▸ Assignment: When a line below contains the string "limit", show that line.

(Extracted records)
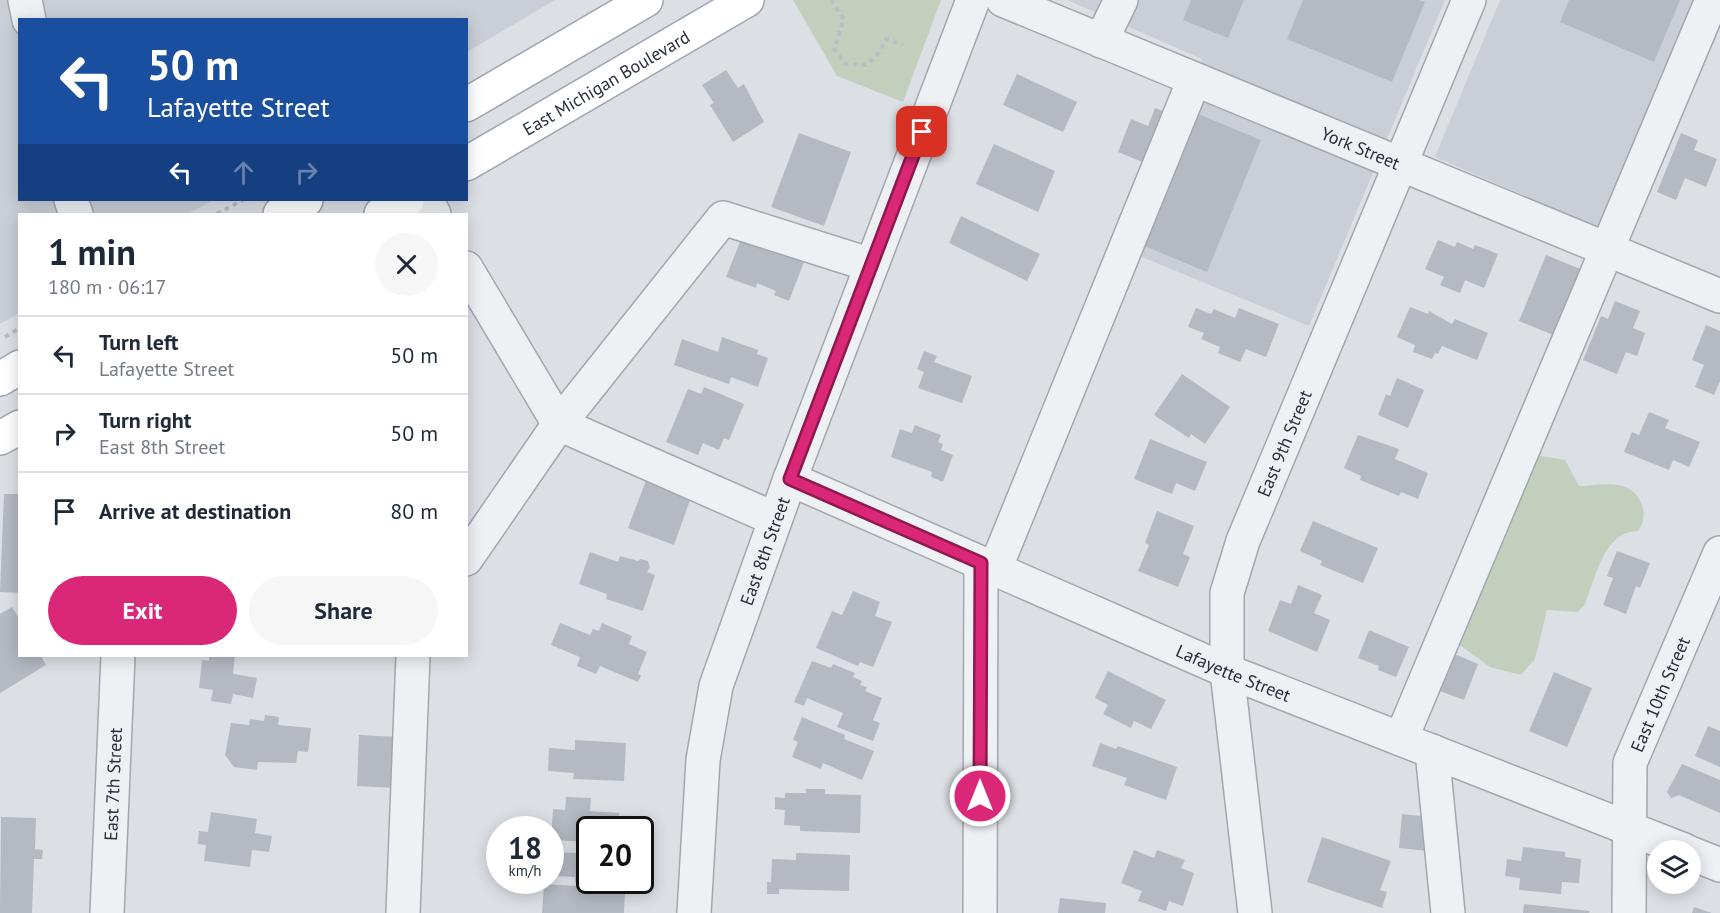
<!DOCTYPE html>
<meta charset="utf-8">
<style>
:root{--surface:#fff;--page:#f6f6f7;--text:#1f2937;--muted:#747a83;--line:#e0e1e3;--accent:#db2777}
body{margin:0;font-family:"PT Sans",sans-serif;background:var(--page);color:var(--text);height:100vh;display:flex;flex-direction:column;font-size:22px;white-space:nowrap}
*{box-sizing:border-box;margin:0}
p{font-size:20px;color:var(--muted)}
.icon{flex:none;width:33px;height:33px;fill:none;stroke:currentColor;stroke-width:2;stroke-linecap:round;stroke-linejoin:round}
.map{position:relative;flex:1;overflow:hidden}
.drawer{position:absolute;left:18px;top:213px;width:450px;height:444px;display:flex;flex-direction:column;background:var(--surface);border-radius:0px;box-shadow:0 3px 15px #0003}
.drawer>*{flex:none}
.banner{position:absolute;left:18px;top:18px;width:450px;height:183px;border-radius:0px;box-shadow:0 3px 15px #0003;background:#1a4fa0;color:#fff;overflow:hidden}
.buttons{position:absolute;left:1647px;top:840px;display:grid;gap:12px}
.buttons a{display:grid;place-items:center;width:54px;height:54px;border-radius:50%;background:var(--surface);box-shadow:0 3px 15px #0003;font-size:30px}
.speed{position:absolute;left:486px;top:816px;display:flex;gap:12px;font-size:30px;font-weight:700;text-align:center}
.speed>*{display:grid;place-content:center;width:78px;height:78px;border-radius:50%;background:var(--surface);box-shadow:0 3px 15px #0003;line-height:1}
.speed small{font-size:15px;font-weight:400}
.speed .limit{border:3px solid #111;border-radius:9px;background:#fff;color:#111}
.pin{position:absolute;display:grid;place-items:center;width:51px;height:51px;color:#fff;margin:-26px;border-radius:12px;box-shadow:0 3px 9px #0006}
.me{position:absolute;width:66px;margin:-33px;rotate:0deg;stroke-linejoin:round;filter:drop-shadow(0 0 4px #0008)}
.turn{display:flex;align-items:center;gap:21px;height:126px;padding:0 30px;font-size:27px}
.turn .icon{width:78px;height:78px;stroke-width:2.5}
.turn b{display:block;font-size:42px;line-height:51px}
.lanes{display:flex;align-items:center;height:57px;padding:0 30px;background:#0003;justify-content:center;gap:30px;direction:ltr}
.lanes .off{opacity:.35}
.round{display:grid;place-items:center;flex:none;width:63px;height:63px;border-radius:32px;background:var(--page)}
.headline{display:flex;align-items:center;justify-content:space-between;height:102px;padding:0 30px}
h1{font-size:36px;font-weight:700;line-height:45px}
.button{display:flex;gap:12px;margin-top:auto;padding:12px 30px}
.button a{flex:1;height:69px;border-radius:36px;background:var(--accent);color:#fff;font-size:24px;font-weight:700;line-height:69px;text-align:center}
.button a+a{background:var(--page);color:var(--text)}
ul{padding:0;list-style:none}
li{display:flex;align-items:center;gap:18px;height:78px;padding:0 30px;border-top:2px solid var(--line)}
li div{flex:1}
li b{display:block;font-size:22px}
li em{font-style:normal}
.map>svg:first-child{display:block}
</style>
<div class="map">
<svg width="1720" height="913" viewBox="0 0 1720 913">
<rect width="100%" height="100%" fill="#dce0e5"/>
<path fill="#cacfd7" d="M 0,0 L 555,0 L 467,52 L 466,20 L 20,20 L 20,200 L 213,200 L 188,214 L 20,214 L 19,313 L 0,324 Z
M 1067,0 L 1445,0 L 1309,326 L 1125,250 L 1202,59 Z
M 1500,0 L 1712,0 L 1613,234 L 1435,157 Z"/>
<path fill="#c2cfbd" d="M 793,0 L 941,0 L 903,102 L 837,76 Z
M 1535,455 L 1565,460 L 1579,486 C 1591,486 1606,483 1618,485 C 1640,488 1651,514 1638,531 C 1604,531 1596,577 1585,604 L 1578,612 L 1547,610 L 1535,659 L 1521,675 L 1490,667 L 1457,643 Z"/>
<path fill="#b4b9c2" d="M 1191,0 L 1244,0 L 1228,38 L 1183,20 Z
M 1303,0 L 1419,0 L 1425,2 L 1392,82 L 1287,39 Z
M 1569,0 L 1680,0 L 1654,62 L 1560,22 Z
M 726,70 L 738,88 L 744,84 L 764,122 L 733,142 L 710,105 L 714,103 L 702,85 Z
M 1017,74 L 1077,102 L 1063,132 L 1003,105 Z
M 1155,108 L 1170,114 L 1150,165 L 1118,152 L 1131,119 L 1148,126 Z
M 1196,113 L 1261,140 L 1207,272 L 1142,245 Z
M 799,133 L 851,152 L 824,226 L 771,207 Z
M 1681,133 L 1698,140 L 1694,150 L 1717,159 L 1706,187 L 1685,178 L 1676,200 L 1657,192 Z
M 994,144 L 1055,171 L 1038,212 L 976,184 Z
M 961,216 L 1040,254 L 1027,281 L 949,243 Z
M 742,237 L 804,262 L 789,301 L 774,295 L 776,291 L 757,283 L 756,288 L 726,277 Z
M 1438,240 L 1455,247 L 1457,242 L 1473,249 L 1475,245 L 1498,254 L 1484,288 L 1465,280 L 1460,293 L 1440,285 L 1444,277 L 1425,269 Z
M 1546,255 L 1585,271 L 1558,337 L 1519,321 Z
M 1615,301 L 1640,311 L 1633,328 L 1645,333 L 1637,356 L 1626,352 L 1617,374 L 1583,360 L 1601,316 L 1608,319 Z
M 1410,307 L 1428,314 L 1429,311 L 1452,324 L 1455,319 L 1488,333 L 1477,360 L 1442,346 L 1438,354 L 1435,353 L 1432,359 L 1413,352 L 1415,345 L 1397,337 Z
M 1196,308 L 1211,314 L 1214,309 L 1235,318 L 1239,308 L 1279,324 L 1266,357 L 1246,349 L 1240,362 L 1218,353 L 1220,347 L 1201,339 L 1204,333 L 1188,327 Z
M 1706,325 L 1720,331 L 1720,381 L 1714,395 L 1695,387 L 1704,365 L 1692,360 Z
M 722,337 L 758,350 L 757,354 L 768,358 L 758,387 L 731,377 L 729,384 L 674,365 L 682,339 L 718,352 Z
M 924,351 L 937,356 L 934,362 L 972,376 L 962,403 L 918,388 L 924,372 L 917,369 Z
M 1182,374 L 1230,407 L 1205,444 L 1191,434 L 1189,438 L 1154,415 Z
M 1397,378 L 1424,390 L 1408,428 L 1378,415 L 1386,394 L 1390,396 Z
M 704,387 L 744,404 L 729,440 L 724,438 L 719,450 L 703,443 L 698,455 L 666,442 L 688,389 L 701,394 Z
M 1649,412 L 1669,420 L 1665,428 L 1700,442 L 1689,467 L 1673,460 L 1669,470 L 1624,452 L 1632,432 L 1639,435 Z
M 915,425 L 941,435 L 938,442 L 943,444 L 941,450 L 953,455 L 943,482 L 931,477 L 932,472 L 891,457 L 900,429 L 912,433 Z
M 1358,435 L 1399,449 L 1395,459 L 1428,473 L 1418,499 L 1401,492 L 1399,496 L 1360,480 L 1361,476 L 1344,468 Z
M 1150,439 L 1207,462 L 1195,491 L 1176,483 L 1172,494 L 1134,479 Z
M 650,470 L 695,486 L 674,545 L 628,528 Z
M 4,494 L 20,494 L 20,593 L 0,592 Z
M 1157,511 L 1194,526 L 1183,554 L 1190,557 L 1178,587 L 1138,571 L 1149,545 L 1145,543 Z
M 1313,521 L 1378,548 L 1363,583 L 1320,565 L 1322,561 L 1300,551 Z
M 1617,551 L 1650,563 L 1640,588 L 1636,586 L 1626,614 L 1603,605 L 1613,578 L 1607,576 Z
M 590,552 L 618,562 L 620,556 L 638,561 L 641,559 L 648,561 L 650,568 L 647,572 L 655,575 L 643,611 L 606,599 L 607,594 L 579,584 Z
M 1298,585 L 1322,595 L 1314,613 L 1330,620 L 1317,652 L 1268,631 L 1280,600 L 1291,604 Z
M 853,591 L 880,602 L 875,616 L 892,622 L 873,667 L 860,662 L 858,666 L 816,648 L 832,611 L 842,615 Z
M 12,607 L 20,620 L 20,656 L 41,656 L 46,665 L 0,693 L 0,614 Z
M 560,623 L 590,635 L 593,629 L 599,631 L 602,623 L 632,636 L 629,644 L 647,652 L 638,674 L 641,675 L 638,682 L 600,666 L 596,674 L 577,666 L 580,657 L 551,645 Z
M 1369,630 L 1409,647 L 1396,677 L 1378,670 L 1379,666 L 1358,658 Z
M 1452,653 L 1478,664 L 1464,700 L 1437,690 Z
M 209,656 L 235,656 L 233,674 L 257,678 L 253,698 L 233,694 L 231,704 L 211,701 L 213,690 L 199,688 L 202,660 L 209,661 Z
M 812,661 L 831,668 L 833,664 L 855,673 L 853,677 L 862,681 L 860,685 L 867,687 L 865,691 L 882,698 L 873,720 L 880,723 L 873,741 L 837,727 L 843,713 L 807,698 L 804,706 L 794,702 Z
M 1108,671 L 1166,700 L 1151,729 L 1134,721 L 1131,728 L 1103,714 L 1108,705 L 1095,698 Z
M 1554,672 L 1592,688 L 1567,747 L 1529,731 Z
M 265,715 L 279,717 L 278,725 L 311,728 L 308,752 L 298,751 L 296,763 L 258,762 L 257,770 L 234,767 L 225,755 L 231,723 L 249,725 L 250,719 L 264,721 Z
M 802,717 L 845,735 L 844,739 L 874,751 L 862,780 L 823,763 L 821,769 L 792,757 L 798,742 L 793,740 Z
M 1708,726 L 1720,731 L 1720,767 L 1695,756 Z
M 359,735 L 398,737 L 396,788 L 357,786 Z
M 575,740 L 626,743 L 624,781 L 573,779 L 574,773 L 548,771 L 549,748 L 575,750 Z
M 1100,743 L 1116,749 L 1118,746 L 1177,767 L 1166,800 L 1124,785 L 1127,778 L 1092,766 Z
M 1682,764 L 1720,780 L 1720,813 L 1679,795 L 1671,798 L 1667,792 Z
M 806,789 L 825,789 L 825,794 L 861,795 L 860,833 L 800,831 L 800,826 L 784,825 L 785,810 L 775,809 L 775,797 L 785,798 L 785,793 L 806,793 Z
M 566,797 L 591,798 L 590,811 L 619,813 L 618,830 L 590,830 L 588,842 L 551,840 L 553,809 L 565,810 Z
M 211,812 L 257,819 L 255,833 L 272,836 L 269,852 L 252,850 L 250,867 L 204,861 L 206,845 L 198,844 L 199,831 L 208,832 Z
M 1402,814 L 1430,817 L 1427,851 L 1399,848 Z
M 1,817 L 36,818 L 35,849 L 43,850 L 42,859 L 34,859 L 32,913 L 0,913 Z
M 1322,837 L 1391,861 L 1380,890 L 1387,892 L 1382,908 L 1307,882 Z
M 1523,847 L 1565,852 L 1565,857 L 1581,859 L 1579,883 L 1562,882 L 1561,894 L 1519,890 L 1520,878 L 1505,876 L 1507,859 L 1521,861 Z
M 577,848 L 590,849 L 590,880 L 627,880 L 627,885 L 575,882 L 575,877 L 553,876 L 554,852 L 576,853 Z
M 1134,850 L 1154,858 L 1157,850 L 1185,860 L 1181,868 L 1194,873 L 1183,906 L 1169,901 L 1166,911 L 1138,901 L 1142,891 L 1121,883 Z
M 796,853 L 850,855 L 849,891 L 779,889 L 779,894 L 767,894 L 767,882 L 771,882 L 772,859 L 796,860 Z
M 544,884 L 592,887 L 592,891 L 625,893 L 624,913 L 542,913 Z
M 1060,898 L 1106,903 L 1105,913 L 1058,913 Z
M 1524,904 L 1590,911 L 1589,913 L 1523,913 Z
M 1694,907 L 1712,913 L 1692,913 Z"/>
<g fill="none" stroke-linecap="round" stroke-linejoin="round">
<defs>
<g id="minor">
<path d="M 25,0 L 29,20"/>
<path id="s1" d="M 1003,0 L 1720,296"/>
<path d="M 1101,41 L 1121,0"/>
<path d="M 71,200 L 76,214"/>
<path d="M 426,200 L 434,214"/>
<path d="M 466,268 L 559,424 L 723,218 L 871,265"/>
<path id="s2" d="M 790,479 L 1227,671 L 1684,850"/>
<path d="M 466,559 L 559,424 L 775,519"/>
<path d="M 995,569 L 1194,80"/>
<path d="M 1401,739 L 1712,0"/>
<path d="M 1432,751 L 1448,913"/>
<path d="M 1690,853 L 1720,865"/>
<path id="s3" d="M 107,913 L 118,656"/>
<path d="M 403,913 L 413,656"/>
<path id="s4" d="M 694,913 L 703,760 L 716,686 L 790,479 L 973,0"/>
<path d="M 980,913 L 981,563"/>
<path id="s5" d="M 1255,913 L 1227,671 L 1227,593 L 1243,541 L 1469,0"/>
<path id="s6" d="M 1629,913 L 1630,763 L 1720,553"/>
</g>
<g id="major">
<path d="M 466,105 L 646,0"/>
<path id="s7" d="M 466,164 L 747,0"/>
<path d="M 280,214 L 306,200"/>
<path d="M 381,214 L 407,200"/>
<path d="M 0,379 L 20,367"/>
<path d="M 0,438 L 20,427"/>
</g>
</defs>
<use href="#minor" stroke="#a2a7af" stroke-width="36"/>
<use href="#major" stroke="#9ca5b1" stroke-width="36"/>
<path stroke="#babec4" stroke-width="4" stroke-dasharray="4.5 4.5" stroke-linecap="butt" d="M 831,0 L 844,19 L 834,49 L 845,64 L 866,65 L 878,54 L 886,39 L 903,45
M 217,214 L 243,200
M 5,337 L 20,328"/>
<use href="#minor" stroke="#eef1f4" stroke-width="33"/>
<use href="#major" stroke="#fff" stroke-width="33"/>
</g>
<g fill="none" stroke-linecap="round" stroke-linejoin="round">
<defs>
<path id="route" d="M 922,132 L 790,479 L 981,563 L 980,796"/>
</defs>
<use href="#route" stroke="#8e194d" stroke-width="15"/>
<use href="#route" stroke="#db2777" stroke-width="10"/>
</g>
<g text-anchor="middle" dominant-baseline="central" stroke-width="6" stroke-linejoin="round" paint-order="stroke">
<g font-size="18" fill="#272e3b" stroke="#ebeff3">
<text stroke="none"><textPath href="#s7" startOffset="162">East Michigan Boulevard</textPath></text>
<text stroke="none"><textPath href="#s1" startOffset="387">York Street</textPath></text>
<text stroke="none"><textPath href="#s5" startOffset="482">East 9th Street</textPath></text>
<text stroke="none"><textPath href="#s4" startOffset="372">East 8th Street</textPath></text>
<text stroke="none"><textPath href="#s2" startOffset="484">Lafayette Street</textPath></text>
<text stroke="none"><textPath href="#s6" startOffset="225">East 10th Street</textPath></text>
<text stroke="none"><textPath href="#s3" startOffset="129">East 7th Street</textPath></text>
</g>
</g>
</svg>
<div class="buttons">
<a><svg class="icon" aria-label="layers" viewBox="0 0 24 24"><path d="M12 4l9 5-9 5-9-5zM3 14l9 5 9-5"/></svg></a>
</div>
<div class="speed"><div>18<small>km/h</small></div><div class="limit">20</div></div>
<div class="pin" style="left:922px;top:132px;background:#d93025"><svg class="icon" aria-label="arrive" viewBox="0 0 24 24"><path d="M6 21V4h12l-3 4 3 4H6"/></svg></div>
<svg class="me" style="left:980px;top:796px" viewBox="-20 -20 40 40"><circle r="17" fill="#db2777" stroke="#fff" stroke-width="3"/><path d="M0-11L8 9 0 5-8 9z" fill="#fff"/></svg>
<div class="banner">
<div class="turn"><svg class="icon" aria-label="left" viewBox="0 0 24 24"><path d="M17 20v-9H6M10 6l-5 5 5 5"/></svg><div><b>50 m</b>Lafayette Street</div></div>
<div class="lanes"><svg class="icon" aria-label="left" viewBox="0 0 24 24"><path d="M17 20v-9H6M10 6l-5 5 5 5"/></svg><svg class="icon off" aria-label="ahead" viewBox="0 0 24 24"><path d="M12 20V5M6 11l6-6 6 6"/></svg><svg class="icon off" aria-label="right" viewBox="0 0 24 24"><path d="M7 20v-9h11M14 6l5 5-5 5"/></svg></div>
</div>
<section class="drawer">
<div class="headline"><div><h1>1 min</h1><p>180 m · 06:17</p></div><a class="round"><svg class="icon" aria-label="close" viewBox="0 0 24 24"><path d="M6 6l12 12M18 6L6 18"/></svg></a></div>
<ul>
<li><svg class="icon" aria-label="left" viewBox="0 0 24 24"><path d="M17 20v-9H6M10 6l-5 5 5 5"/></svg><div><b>Turn left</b><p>Lafayette Street</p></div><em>50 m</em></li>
<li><svg class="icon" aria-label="right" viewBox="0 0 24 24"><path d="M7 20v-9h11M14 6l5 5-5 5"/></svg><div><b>Turn right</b><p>East 8th Street</p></div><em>50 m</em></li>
<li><svg class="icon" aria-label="arrive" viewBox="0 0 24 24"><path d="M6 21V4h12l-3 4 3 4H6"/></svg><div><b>Arrive at destination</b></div><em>80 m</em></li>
</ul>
<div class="button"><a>Exit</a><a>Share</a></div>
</section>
</div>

▸ Response for this exercise:
.speed .limit{border:3px solid #111;border-radius:9px;background:#fff;color:#111}
<div class="speed"><div>18<small>km/h</small></div><div class="limit">20</div></div>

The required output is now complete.